Task:
Each line from the beginning of the data below through the line containing "width:72px; height:72px; fill:#fffc;" should be repeated exactly, please.

(Saved entries)
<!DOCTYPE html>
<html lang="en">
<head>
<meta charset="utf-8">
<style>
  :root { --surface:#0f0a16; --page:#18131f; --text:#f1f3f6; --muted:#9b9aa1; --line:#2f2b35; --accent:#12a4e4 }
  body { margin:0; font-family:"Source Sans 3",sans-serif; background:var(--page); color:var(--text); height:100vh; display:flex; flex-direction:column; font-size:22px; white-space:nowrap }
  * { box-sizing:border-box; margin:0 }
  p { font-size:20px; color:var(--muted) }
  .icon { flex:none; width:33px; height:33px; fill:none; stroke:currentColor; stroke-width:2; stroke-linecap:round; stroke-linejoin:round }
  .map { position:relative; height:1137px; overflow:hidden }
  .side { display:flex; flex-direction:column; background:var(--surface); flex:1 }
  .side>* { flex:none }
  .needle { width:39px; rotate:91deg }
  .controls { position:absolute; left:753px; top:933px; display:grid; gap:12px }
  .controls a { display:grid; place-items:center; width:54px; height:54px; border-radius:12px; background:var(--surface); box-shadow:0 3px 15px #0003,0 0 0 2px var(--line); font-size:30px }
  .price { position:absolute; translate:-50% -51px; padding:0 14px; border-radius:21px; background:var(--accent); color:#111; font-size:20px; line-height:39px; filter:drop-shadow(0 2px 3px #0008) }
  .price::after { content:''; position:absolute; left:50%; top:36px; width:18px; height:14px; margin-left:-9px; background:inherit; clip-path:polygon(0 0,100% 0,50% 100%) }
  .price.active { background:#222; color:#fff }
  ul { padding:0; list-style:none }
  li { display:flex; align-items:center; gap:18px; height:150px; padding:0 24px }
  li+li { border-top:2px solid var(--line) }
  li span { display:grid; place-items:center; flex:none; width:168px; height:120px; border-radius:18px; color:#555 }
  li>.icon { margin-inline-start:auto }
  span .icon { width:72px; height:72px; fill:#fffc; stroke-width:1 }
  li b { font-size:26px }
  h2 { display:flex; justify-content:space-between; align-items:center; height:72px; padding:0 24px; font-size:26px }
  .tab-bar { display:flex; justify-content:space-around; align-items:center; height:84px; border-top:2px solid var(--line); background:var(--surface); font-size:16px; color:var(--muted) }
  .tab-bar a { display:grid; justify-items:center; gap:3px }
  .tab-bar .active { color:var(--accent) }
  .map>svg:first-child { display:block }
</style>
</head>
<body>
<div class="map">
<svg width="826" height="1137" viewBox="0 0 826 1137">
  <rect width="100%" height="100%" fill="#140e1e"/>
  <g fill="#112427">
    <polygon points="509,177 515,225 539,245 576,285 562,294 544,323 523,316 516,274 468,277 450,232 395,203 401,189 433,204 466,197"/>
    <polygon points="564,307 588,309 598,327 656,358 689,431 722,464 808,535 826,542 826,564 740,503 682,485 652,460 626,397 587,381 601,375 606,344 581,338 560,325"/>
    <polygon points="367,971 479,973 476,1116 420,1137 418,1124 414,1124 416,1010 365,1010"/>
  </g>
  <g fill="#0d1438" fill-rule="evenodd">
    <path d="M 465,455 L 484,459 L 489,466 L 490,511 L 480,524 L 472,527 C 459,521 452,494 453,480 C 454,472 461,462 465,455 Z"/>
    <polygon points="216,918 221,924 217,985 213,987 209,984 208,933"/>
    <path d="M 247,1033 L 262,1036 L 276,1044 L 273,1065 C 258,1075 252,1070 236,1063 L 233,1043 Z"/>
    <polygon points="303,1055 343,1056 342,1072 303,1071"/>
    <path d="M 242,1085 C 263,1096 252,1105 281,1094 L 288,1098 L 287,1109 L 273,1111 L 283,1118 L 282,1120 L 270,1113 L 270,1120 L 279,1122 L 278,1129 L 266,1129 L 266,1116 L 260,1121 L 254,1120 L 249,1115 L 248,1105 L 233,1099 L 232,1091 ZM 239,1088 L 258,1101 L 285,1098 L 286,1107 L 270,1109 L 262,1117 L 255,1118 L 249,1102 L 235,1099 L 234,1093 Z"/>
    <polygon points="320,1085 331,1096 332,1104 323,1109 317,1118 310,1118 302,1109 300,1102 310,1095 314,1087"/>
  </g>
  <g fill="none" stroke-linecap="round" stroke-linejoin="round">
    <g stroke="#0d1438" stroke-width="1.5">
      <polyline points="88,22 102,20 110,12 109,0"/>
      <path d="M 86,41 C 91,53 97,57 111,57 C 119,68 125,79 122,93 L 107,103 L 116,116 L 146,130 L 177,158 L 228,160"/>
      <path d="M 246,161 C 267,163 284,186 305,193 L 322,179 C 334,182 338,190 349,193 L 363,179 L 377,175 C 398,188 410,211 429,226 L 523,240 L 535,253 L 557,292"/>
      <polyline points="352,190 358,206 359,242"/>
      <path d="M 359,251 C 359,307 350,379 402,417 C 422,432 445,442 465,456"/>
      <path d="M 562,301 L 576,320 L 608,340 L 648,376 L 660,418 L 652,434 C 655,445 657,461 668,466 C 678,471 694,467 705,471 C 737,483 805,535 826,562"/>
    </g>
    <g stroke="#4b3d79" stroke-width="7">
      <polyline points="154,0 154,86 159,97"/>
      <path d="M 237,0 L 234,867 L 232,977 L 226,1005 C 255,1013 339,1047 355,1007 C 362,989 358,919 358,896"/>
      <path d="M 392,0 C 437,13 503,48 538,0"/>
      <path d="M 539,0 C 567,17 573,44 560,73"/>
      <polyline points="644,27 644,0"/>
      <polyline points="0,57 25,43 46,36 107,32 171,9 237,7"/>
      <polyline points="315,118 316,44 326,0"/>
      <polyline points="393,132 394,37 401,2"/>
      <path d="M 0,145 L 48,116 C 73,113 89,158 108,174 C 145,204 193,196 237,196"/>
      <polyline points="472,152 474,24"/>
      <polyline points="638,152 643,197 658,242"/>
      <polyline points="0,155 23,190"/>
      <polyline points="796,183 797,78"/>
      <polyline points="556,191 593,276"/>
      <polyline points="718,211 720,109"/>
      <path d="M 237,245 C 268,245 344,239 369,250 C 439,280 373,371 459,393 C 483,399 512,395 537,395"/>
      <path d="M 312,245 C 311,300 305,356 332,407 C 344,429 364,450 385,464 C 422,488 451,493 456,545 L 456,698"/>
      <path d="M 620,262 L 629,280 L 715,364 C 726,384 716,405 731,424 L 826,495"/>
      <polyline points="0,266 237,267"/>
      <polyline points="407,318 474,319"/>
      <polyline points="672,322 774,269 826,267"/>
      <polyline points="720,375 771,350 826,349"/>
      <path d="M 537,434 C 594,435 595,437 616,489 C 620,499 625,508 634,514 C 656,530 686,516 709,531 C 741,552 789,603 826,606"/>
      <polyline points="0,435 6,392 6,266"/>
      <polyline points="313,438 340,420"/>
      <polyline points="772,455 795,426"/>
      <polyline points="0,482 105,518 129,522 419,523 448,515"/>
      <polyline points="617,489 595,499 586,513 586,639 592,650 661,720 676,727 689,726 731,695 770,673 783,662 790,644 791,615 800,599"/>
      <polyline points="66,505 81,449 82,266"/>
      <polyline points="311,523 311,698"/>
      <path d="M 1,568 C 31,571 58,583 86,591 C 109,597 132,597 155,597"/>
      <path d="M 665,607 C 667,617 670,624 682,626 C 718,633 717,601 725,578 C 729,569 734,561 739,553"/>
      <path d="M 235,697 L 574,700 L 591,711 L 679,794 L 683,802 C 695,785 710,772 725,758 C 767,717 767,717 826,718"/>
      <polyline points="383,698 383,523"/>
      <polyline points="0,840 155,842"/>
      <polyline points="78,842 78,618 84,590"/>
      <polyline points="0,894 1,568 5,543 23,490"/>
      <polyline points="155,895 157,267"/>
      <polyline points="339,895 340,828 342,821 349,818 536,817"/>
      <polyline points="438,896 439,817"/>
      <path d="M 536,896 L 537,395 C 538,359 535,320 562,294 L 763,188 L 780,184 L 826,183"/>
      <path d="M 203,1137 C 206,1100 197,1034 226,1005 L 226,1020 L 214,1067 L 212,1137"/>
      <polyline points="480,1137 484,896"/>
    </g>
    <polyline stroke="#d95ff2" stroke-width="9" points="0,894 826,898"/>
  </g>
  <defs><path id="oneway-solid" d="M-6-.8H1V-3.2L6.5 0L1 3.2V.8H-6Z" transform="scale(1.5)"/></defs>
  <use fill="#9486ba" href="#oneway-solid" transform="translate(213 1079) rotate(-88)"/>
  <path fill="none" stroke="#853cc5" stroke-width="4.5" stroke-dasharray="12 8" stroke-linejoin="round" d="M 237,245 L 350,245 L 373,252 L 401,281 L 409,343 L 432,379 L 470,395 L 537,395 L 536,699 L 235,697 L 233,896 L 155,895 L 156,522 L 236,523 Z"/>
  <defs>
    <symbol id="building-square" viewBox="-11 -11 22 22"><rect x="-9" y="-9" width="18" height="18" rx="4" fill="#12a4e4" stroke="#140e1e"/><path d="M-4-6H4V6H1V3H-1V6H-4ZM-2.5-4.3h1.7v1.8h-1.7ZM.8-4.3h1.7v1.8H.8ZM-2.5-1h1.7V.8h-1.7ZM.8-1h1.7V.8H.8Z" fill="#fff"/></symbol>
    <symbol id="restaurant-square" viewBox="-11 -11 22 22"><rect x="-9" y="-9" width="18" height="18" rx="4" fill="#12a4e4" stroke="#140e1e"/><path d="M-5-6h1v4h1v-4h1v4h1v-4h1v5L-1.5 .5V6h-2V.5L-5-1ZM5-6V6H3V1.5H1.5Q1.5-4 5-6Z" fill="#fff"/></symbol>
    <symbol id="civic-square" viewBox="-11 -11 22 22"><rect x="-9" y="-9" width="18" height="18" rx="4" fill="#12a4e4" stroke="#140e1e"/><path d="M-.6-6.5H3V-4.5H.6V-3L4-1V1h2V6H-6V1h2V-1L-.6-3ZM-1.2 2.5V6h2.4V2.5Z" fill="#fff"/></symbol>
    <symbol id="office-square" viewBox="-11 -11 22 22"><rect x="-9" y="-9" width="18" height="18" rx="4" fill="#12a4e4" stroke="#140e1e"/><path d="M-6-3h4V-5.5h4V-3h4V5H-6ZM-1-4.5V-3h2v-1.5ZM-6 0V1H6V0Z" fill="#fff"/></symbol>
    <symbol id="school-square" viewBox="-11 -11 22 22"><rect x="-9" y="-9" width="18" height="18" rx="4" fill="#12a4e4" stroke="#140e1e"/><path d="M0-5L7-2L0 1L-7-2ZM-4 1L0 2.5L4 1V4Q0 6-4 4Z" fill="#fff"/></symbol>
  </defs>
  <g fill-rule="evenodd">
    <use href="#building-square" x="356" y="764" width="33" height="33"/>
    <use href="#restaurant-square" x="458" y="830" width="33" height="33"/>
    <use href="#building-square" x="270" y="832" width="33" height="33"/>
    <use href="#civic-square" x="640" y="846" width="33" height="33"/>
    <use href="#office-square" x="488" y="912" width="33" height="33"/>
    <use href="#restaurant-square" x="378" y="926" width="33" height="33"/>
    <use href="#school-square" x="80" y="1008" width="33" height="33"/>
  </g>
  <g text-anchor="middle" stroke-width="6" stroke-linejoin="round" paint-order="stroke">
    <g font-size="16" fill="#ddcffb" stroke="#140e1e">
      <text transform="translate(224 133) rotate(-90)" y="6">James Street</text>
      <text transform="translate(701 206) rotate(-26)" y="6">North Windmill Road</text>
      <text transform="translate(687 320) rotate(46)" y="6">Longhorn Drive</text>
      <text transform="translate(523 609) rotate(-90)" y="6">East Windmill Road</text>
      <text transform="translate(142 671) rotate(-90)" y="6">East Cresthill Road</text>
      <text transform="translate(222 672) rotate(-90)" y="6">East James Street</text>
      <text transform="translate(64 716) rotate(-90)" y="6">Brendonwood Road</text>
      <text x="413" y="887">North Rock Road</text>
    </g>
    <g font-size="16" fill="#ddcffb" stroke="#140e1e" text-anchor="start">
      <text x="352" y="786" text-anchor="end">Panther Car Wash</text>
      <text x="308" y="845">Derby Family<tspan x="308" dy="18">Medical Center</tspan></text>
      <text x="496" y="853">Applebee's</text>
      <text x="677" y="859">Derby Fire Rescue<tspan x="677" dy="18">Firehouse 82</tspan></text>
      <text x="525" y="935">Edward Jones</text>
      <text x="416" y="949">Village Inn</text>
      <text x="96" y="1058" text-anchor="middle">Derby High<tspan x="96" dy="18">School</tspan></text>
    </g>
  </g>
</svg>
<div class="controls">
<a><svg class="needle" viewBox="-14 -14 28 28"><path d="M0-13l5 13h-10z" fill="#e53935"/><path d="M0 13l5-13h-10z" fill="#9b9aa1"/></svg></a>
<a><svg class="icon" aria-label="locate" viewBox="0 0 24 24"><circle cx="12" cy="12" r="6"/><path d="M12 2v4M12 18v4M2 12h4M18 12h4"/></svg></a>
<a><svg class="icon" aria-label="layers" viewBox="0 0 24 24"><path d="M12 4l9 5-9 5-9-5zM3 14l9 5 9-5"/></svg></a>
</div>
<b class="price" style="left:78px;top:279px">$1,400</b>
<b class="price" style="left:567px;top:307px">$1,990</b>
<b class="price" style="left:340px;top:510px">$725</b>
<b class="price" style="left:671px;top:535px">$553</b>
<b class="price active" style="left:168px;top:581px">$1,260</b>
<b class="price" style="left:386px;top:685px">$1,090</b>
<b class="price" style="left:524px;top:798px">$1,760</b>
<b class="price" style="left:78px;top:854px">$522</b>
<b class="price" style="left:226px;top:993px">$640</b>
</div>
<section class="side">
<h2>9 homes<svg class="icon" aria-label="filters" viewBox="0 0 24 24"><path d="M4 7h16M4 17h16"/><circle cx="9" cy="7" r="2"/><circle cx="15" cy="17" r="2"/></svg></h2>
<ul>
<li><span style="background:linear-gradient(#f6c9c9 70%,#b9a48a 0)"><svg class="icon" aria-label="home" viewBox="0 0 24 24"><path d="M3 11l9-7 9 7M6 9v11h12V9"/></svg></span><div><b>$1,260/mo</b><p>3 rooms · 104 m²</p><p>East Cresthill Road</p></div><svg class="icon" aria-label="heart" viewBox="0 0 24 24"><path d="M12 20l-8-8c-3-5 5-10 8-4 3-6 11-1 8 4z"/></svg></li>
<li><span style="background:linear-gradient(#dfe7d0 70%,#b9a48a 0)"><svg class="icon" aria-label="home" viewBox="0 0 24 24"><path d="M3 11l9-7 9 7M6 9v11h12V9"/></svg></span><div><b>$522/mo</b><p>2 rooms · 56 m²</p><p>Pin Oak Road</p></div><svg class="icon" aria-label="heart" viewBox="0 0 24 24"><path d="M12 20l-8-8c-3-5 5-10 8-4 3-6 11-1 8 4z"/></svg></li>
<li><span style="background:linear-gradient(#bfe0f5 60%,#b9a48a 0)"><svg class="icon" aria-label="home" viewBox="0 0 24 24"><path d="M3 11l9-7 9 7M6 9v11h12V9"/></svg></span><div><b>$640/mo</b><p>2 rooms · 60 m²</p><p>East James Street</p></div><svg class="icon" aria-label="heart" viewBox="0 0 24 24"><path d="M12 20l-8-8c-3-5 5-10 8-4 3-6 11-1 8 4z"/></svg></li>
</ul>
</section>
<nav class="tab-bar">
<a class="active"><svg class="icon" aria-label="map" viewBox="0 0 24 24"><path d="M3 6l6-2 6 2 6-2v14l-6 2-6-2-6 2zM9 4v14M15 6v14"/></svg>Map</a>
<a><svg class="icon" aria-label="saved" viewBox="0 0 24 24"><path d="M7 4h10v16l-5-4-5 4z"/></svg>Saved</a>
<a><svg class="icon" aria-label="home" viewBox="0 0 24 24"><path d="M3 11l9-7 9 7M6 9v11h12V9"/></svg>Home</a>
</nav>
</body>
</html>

Solution for this exercise:
<!DOCTYPE html>
<html lang="en">
<head>
<meta charset="utf-8">
<style>
  :root { --surface:#0f0a16; --page:#18131f; --text:#f1f3f6; --muted:#9b9aa1; --line:#2f2b35; --accent:#12a4e4 }
  body { margin:0; font-family:"Source Sans 3",sans-serif; background:var(--page); color:var(--text); height:100vh; display:flex; flex-direction:column; font-size:22px; white-space:nowrap }
  * { box-sizing:border-box; margin:0 }
  p { font-size:20px; color:var(--muted) }
  .icon { flex:none; width:33px; height:33px; fill:none; stroke:currentColor; stroke-width:2; stroke-linecap:round; stroke-linejoin:round }
  .map { position:relative; height:1137px; overflow:hidden }
  .side { display:flex; flex-direction:column; background:var(--surface); flex:1 }
  .side>* { flex:none }
  .needle { width:39px; rotate:91deg }
  .controls { position:absolute; left:753px; top:933px; display:grid; gap:12px }
  .controls a { display:grid; place-items:center; width:54px; height:54px; border-radius:12px; background:var(--surface); box-shadow:0 3px 15px #0003,0 0 0 2px var(--line); font-size:30px }
  .price { position:absolute; translate:-50% -51px; padding:0 14px; border-radius:21px; background:var(--accent); color:#111; font-size:20px; line-height:39px; filter:drop-shadow(0 2px 3px #0008) }
  .price::after { content:''; position:absolute; left:50%; top:36px; width:18px; height:14px; margin-left:-9px; background:inherit; clip-path:polygon(0 0,100% 0,50% 100%) }
  .price.active { background:#222; color:#fff }
  ul { padding:0; list-style:none }
  li { display:flex; align-items:center; gap:18px; height:150px; padding:0 24px }
  li+li { border-top:2px solid var(--line) }
  li span { display:grid; place-items:center; flex:none; width:168px; height:120px; border-radius:18px; color:#555 }
  li>.icon { margin-inline-start:auto }
  span .icon { width:72px; height:72px; fill:#fffc; stroke-width:1 }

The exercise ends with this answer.